Trindade ressaltou que a Covid-19 continua a causar mortes no Brasil e que existe uma nova variante da doença no mundo. Informou, ainda, que o Ministério da Saúde lançou em agosto uma campanha de multivacinação para crianças e adolescentes.

"O sucesso da cobertura vacinal que o Brasil tinha não foi uma evolução natural da compreensão da sociedade sobre a importância das vacinas. Tivemos uma construção histórica pelo trabalho de vários sanitaristas que se dedicaram a este tema", disse.

A ministra afirmou que os prospectos de futuras pandemias estão cada vez mais relacionados a questões climáticas. "Precisamos entender as dinâmicas de intersecção de patógenos, meio ambiente, meios de subsistência e modelos de desenvolvimento, numa perspectiva relacional", disse.

Os desafios futuros da saúde não estão só em novas pandemias, mas em emergências motivadas pelas mudanças climáticas. "Grandes inundações, secas intensas e prolongadas e ondas de calor configuram situações de emergência em saúde e os sistemas terão de ser pensados para elas."

Para ela, a questão também passa por mudanças nos meios de comunicação e informação, que se tornam constitutivas da própria pandemia quando a população é mal informada ou tem acesso a notícias falsas.

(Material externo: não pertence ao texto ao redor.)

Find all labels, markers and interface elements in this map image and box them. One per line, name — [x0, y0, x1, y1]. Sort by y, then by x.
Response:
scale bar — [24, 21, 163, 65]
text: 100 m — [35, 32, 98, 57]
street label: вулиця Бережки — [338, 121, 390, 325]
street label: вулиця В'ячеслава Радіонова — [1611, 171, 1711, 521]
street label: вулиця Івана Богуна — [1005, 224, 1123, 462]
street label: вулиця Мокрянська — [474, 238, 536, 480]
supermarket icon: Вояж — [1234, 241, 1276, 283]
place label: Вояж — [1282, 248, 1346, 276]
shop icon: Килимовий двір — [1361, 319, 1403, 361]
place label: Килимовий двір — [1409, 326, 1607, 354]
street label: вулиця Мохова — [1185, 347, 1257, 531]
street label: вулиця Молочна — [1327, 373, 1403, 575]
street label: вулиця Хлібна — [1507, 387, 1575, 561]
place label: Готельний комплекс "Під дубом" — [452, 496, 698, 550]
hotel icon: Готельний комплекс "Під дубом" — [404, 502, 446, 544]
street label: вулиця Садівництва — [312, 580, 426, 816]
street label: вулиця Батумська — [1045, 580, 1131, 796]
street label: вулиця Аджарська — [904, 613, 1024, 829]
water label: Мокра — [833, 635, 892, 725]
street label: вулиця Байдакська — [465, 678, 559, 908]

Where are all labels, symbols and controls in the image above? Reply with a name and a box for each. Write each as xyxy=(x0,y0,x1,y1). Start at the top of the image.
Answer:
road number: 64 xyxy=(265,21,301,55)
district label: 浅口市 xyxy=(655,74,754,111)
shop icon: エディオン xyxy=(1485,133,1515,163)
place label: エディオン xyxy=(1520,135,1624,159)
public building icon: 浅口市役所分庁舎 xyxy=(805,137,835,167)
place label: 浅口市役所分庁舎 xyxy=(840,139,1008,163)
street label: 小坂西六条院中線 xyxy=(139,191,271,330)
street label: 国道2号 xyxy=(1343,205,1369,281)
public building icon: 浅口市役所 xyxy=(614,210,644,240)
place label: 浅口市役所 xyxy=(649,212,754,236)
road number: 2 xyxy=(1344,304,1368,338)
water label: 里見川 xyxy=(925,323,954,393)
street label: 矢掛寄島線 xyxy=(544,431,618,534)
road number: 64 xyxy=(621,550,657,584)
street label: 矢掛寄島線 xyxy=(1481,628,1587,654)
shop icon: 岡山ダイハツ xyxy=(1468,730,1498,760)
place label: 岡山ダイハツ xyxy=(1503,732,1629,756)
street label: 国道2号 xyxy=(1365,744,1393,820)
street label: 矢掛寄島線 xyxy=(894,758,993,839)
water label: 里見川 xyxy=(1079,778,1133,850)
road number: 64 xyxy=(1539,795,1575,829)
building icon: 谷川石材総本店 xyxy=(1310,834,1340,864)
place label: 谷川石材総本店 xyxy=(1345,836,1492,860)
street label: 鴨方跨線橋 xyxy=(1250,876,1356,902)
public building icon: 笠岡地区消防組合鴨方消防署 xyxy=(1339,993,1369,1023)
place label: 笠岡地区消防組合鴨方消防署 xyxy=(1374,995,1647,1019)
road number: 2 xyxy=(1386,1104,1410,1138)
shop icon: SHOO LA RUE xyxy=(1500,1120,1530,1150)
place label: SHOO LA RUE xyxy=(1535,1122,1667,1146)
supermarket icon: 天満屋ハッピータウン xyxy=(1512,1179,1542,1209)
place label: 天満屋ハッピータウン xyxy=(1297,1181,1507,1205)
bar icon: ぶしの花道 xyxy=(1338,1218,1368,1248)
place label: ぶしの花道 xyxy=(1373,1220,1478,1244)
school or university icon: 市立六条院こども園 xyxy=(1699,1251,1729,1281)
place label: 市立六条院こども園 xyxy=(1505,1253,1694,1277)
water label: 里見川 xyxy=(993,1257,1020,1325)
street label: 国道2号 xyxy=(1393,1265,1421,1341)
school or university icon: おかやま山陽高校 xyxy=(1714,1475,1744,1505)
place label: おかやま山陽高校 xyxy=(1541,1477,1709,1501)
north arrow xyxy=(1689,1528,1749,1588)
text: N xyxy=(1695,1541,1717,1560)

"Os impactos da desinformação são imensos. Planos estratégicos de comunicação estão sendo feitos pela Secretaria de Comunicação da Presidência da República, mas têm na saúde um de seus pilares mais importantes porque é onde a desinformação pode levar à morte e ao adoecimento."

Primeira mulher a chefiar o Ministério da Saúde no Brasil, Nísia Trindade também foi a primeira mulher a presidir a prestigiosa Fundação Oswaldo Cruz (Fiocruz), referência internacional em ciência e tecnologia. É doutora em sociologia e mestre em ciência política pelo Instituto Universitário de Pesquisas do Rio de janeiro (Iuperj, atual Iesp) e tem graduação em ciências sociais pela Universidade do Estado do Rio de Janeiro (UERJ).

Durante a pandemia, sua atuação à frente da instituição centenária foi tida como exemplar, e ela protagonizou o acordo feito com o governo federal e a AstraZeneca para a produção do imunizante contra Covid em parceria com a Fiocruz.

A cátedra foi lançada em fevereiro de 2021, quando a Folha completou cem anos. A iniciativa homenageia o jornalista Otavio Frias Filho (1957-2018), que liderou o projeto de modernização deflagrado pelo jornal em 1984 e dirigiu a Redação até sua morte.